40. Data Analysis with pandas
Pandas is a powerful and widely-used open-source data analysis and manipulation library for Python. It provides data structures and functions needed to efficiently manipulate structured data, especially tabular data. Pandas is built on top of NumPy and integrates well with other data science libraries such as Matplotlib and Scikit-learn.
How pandas Works
Pandas introduces two primary data structures: Series and DataFrame. These structures are designed to handle and analyze data efficiently. A Series is a one-dimensional labeled array, while a DataFrame is a two-dimensional labeled data structure with columns of potentially different types.
Series and DataFrames
A Series is similar to a column in a spreadsheet or a database table. It has an index and a single data column.

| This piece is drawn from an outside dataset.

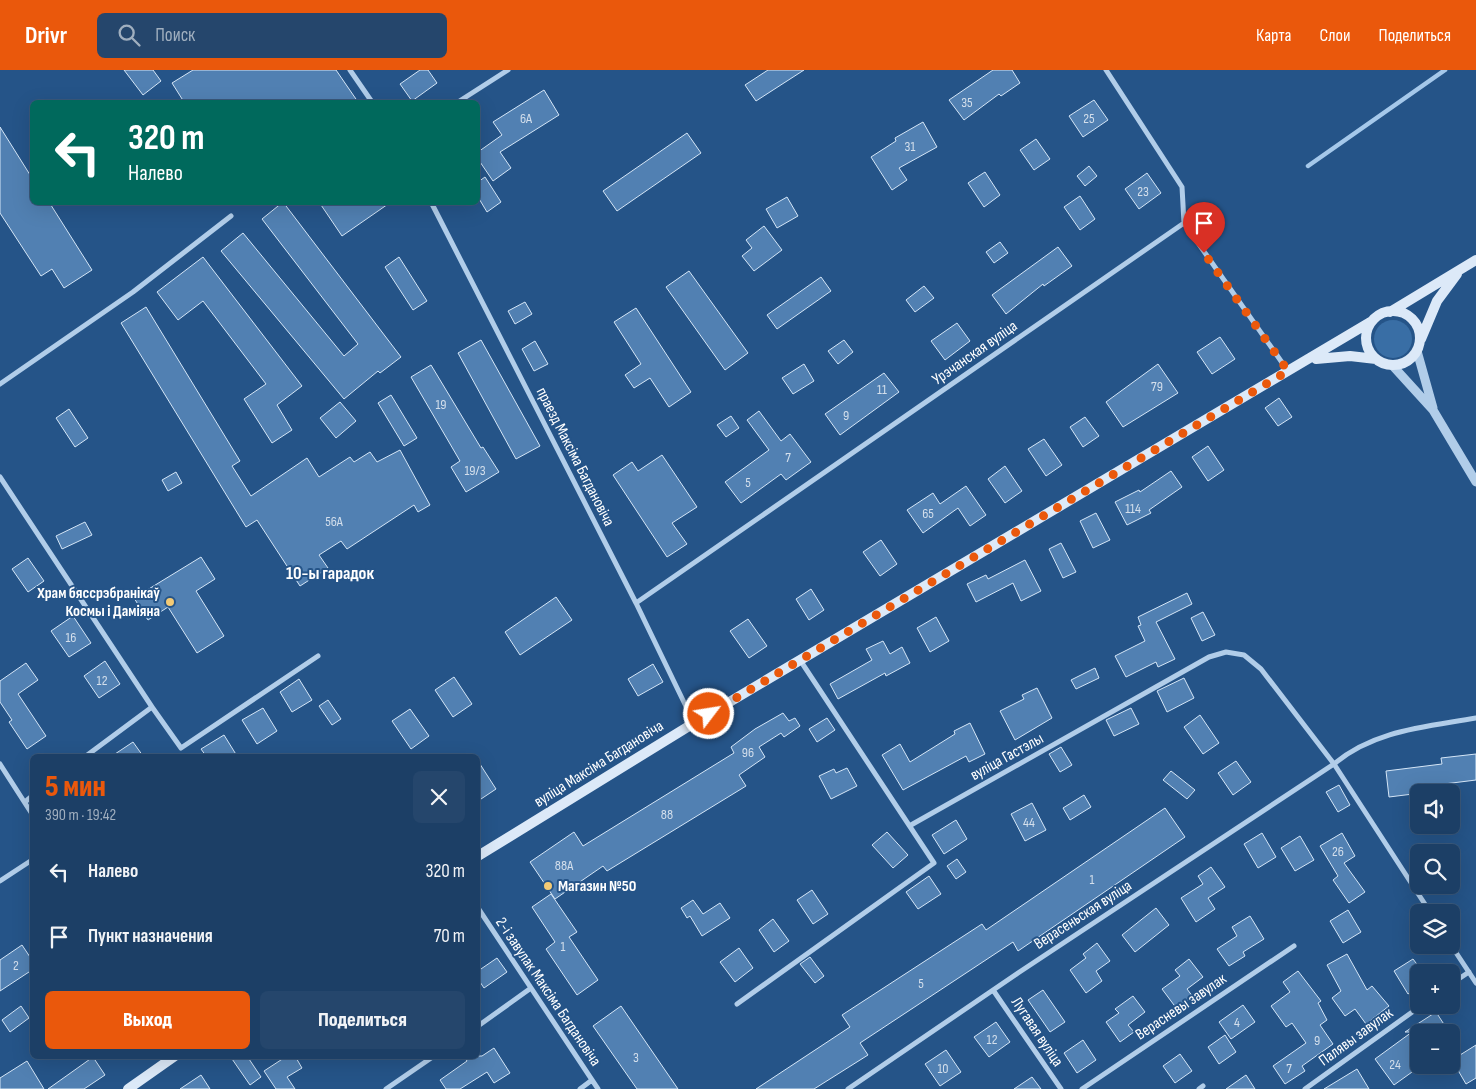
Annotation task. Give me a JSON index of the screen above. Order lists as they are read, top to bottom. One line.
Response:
{"streets":{"main road":["вуліца Максіма Багдановіча"],"street":["Урэчанская вуліца","праезд Максіма Багдановіча","вуліца Гастэлы","Верасеньская вуліца","2-і завулак Максіма Багдановіча","Верасневы завулак","Лугавая вуліца","Палявы завулак"]},"crossings":[["Урэчанская вуліца","праезд Максіма Багдановіча"],["праезд Максіма Багдановіча","вуліца Максіма Багдановіча"],["вуліца Гастэлы","Верасеньская вуліца"],["Верасеньская вуліца","Лугавая вуліца"]],"districts":["10-ы гарадок"],"places":["Храм бяссрэбранікаў Космы і Даміяна","Магазин №50"],"house_numbers":["35","6А","25","31","23","79","11","19","9","7","19/3","5","114","65","56А","16","12","96","88","44","26","88А","1","1","2","5","4","12","9","3","24","10","7"],"page":{"header":"Drivr","search":"Поиск","nav":["Карта","Слои","Поделиться"],"turn":["320 m","Налево"],"heading":["5 мин","390 m · 19:42"],"map_buttons":["+","−"],"list":[{"name":"Налево","value":"320 m"},{"name":"Пункт назначения","value":"70 m"}],"buttons":["Выход","Поделиться"]}}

A DataFrame is akin to a table with rows and columns, where each column can be a different data type.
Example of Series
import pandas as pd
s = pd.Series([10, 20, 30, 40])
print(s)
Example of DataFrame:
data = {‘Name’: [‘Alice’, ‘Bob’], ‘Age’: [25, 30]}
df = pd.DataFrame(data)
print(df)
Data Loading
Pandas can load data from various file formats including CSV, Excel, JSON, and SQL databases.
Example:
df = pd.read_csv(‘data.csv’)
Data Cleaning
Data cleaning involves handling missing values, correcting data types, and removing duplicates
Examples:
df.dropna()
df.fillna(0)
df.drop_duplicates()
Data Transformation
Transforming data includes operations like renaming columns, changing data types, and applying functions to columns.
Examples:
df.rename(columns={‘old_name’: ‘new_name’})
df[‘column’] = df[‘column’].astype(float)

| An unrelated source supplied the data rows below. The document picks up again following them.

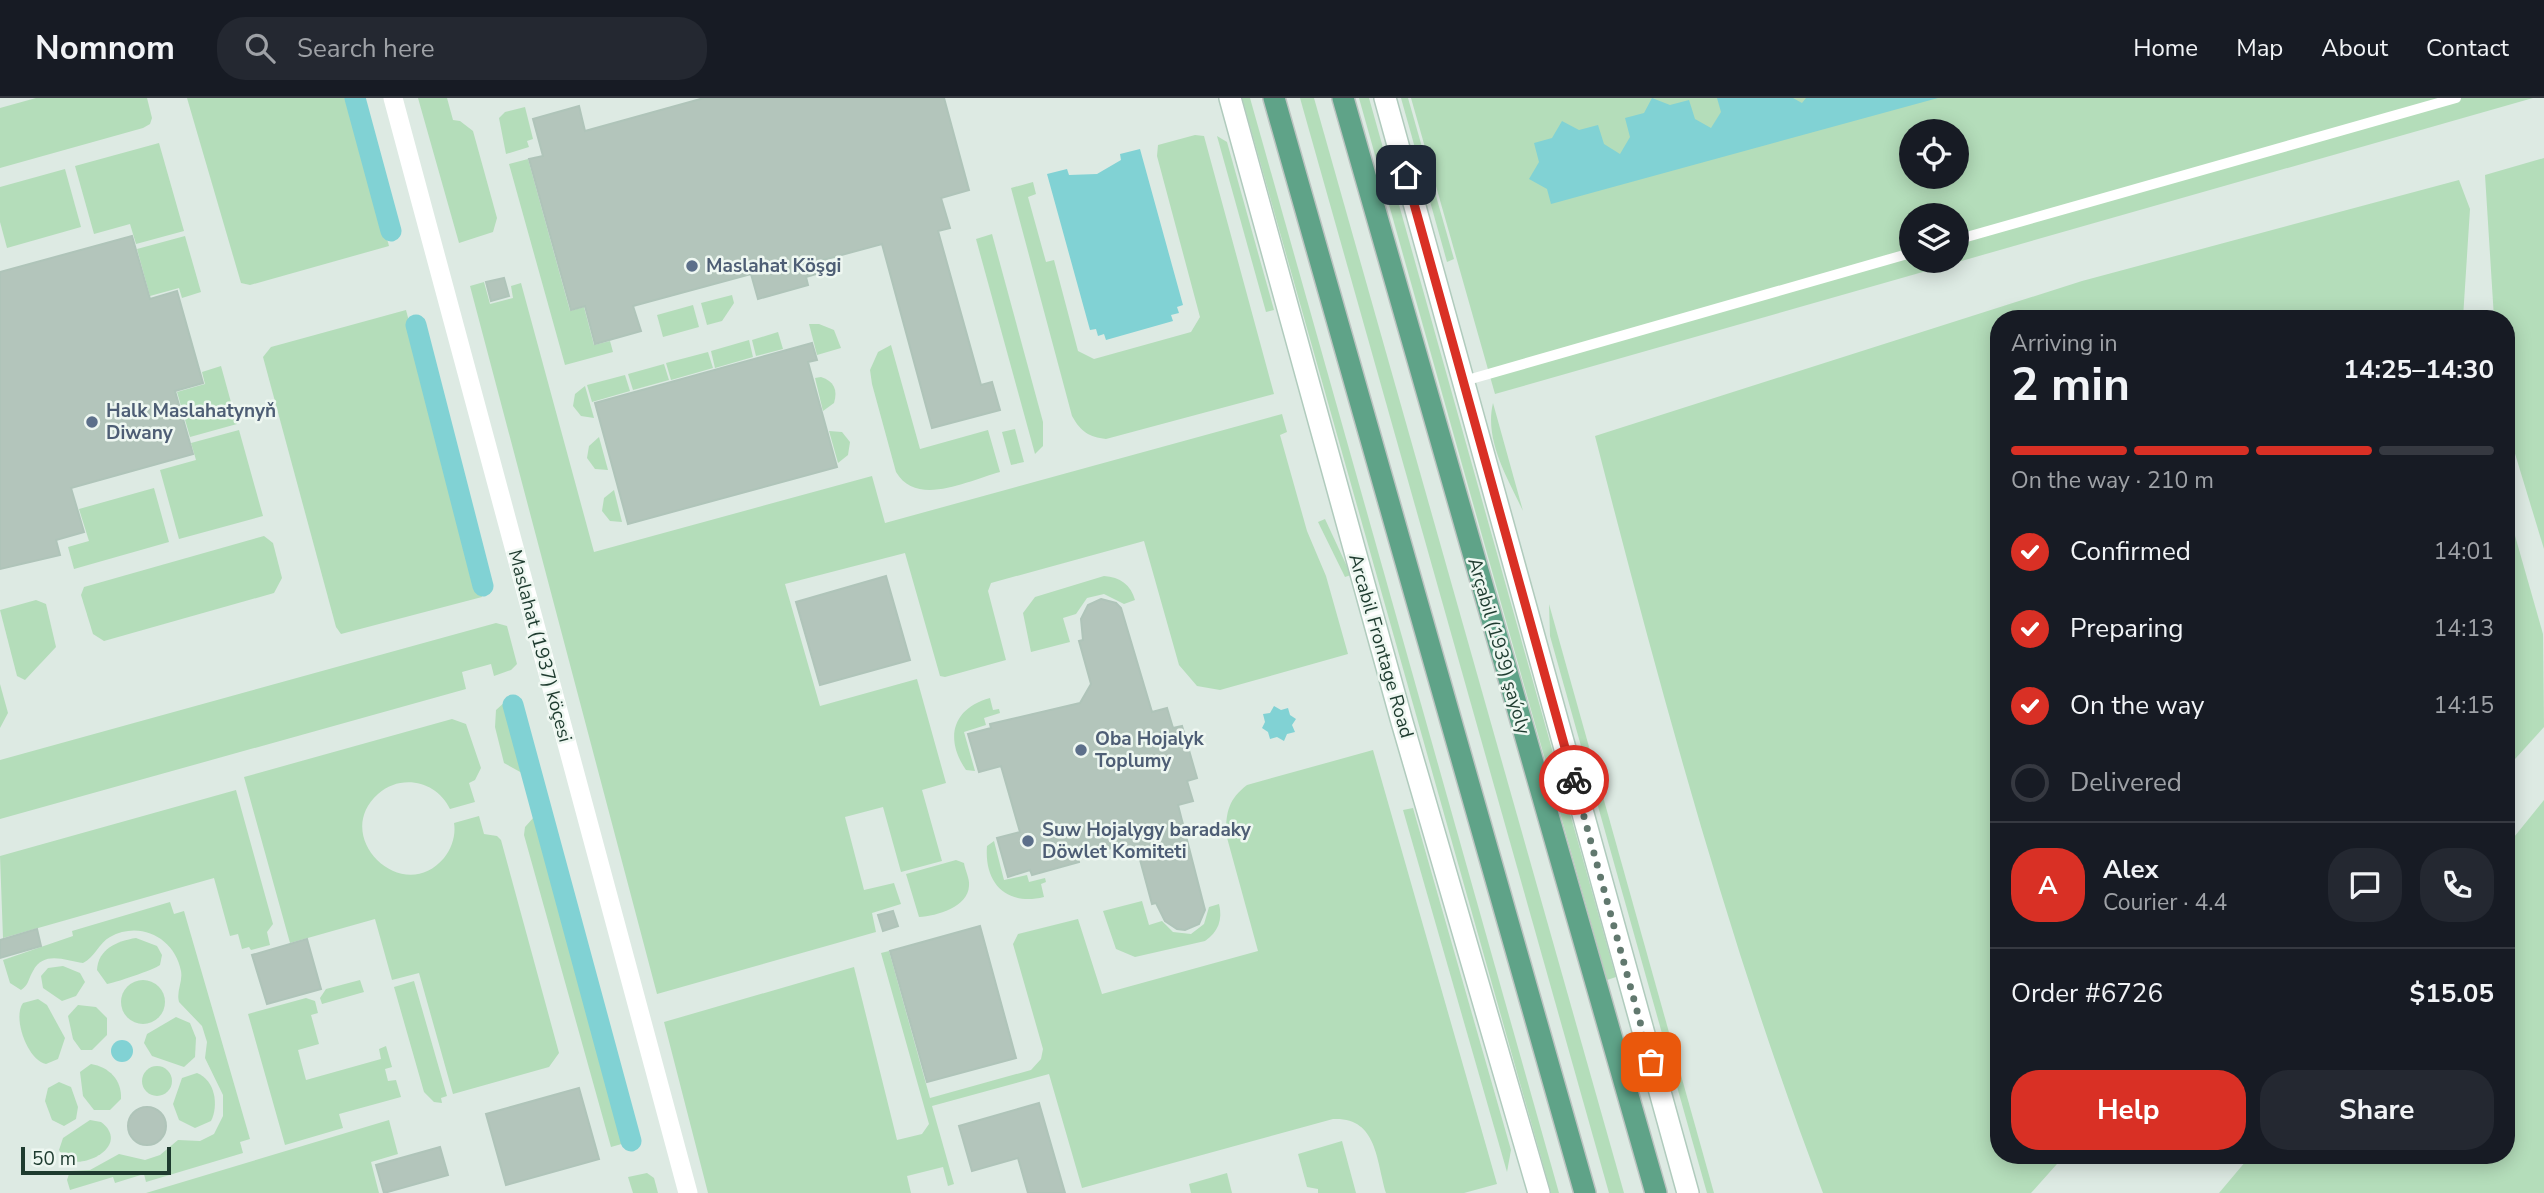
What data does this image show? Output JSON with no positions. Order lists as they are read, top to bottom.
{
  "streets": {
    "main road": ["Arçabil (1939) şaýoly"],
    "street": ["Maslahat (1937) köçesi", "Arcabil Frontage Road"]
  },
  "places": [
    "Maslahat Köşgi",
    "Halk Maslahatynyň Diwany",
    "Oba Hojalyk Toplumy",
    "Suw Hojalygy baradaky Döwlet Komiteti"
  ],
  "scale_bar": "50 m",
  "page": {
    "header": "Nomnom",
    "search": "Search here",
    "nav": [
      "Home",
      "Map",
      "About",
      "Contact"
    ],
    "heading": ["2 min", "Arriving in", "14:25–14:30"],
    "panel": [
      "Alex",
      "Courier · 4.4",
      "Order #6726",
      "$15.05"
    ],
    "bar": "On the way · 210 m",
    "list": [
      ["Confirmed", "14:01"],
      ["Preparing", "14:13"],
      ["On the way", "14:15"],
      "Delivered"
    ],
    "round": "A",
    "buttons": ["Help", "Share"],
    "scale": "50 m"
  }
}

df[‘new_col’] = df[‘col’].apply(lambda x: x * 2)
Data Aggregation
Aggregation involves summarizing data using operations like sum, mean, count, etc.
Examples:
df.groupby(‘category’).sum()
df[‘column’].mean()
Data Visualization
Pandas integrates with Matplotlib and Seaborn for data visualization.
Examples:
import matplotlib.pyplot as plt
df[‘column’].plot(kind=’bar’)
plt.show()
Best Practices
- Always inspect your data using df.head(), df.info(), and df.describe().
- Handle missing data appropriately before analysis.

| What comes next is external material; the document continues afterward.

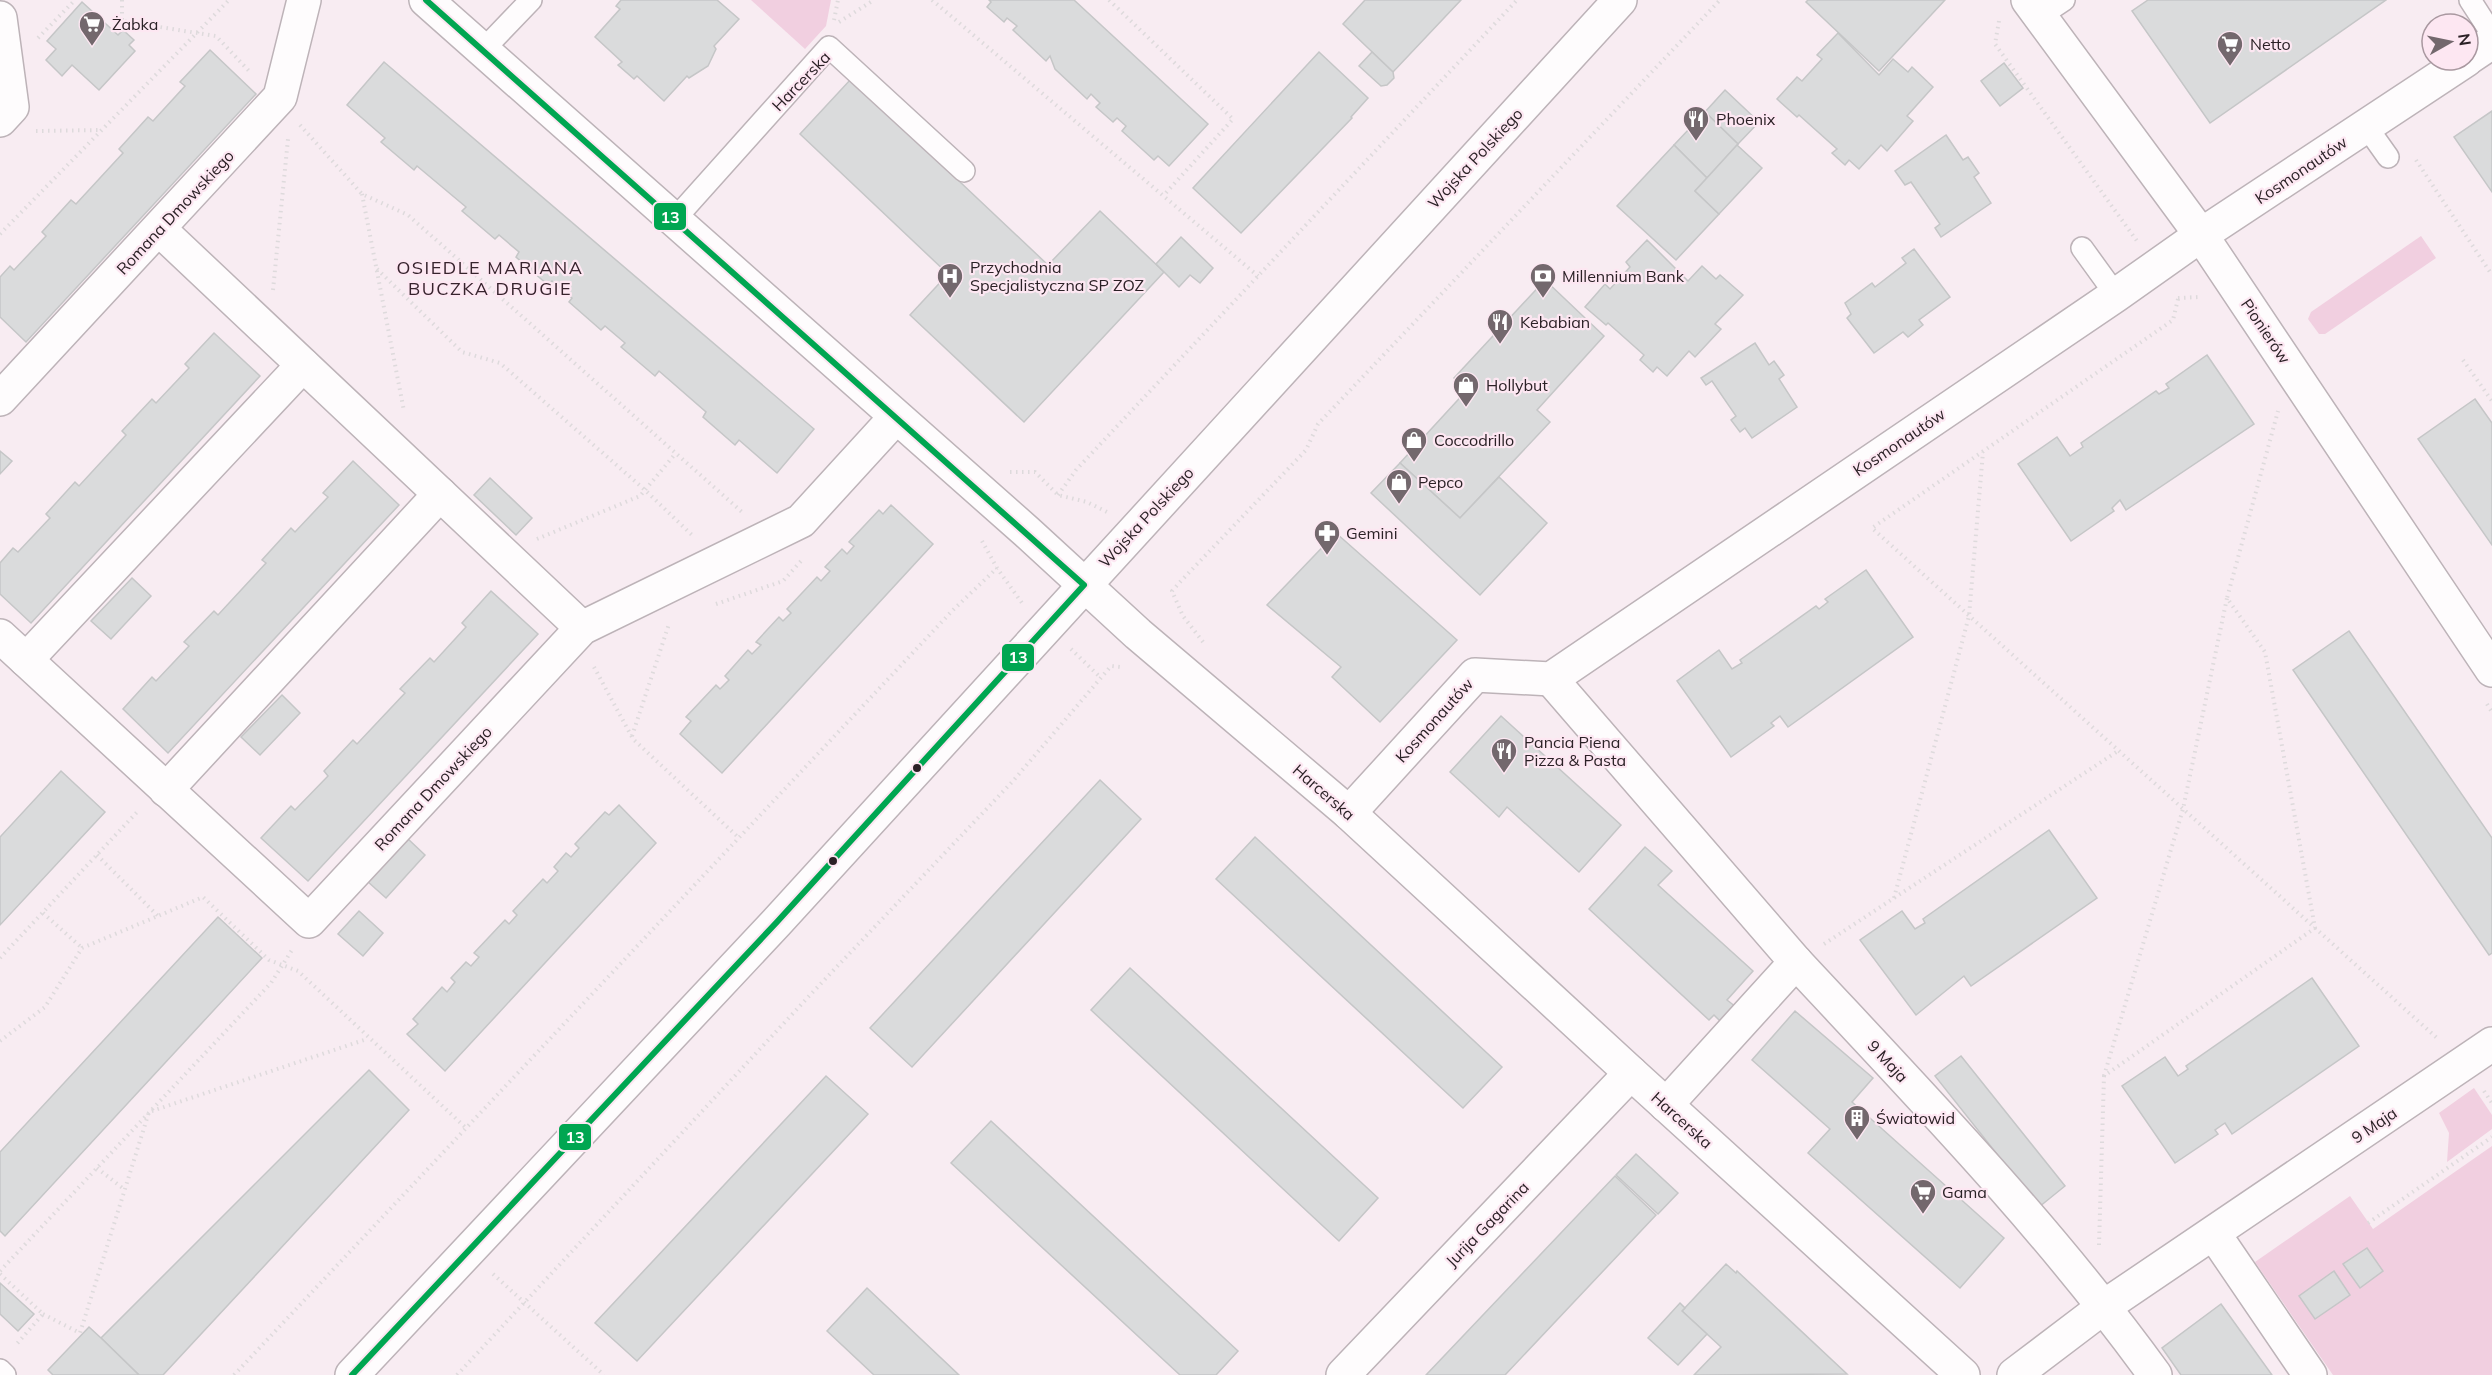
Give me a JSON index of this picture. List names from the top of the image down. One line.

- Use vectorized operations for better performance.
- Avoid loops; use pandas built-in functions.
- Document your data transformations for reproducibility.
Common Pitfalls
- Ignoring missing values can lead to incorrect analysis.
- Using loops instead of vectorized operations can slow down performance.
- Not understanding the difference between copy and view can lead to unexpected behavior.
- Failing to reset index after filtering can cause issues in further operations.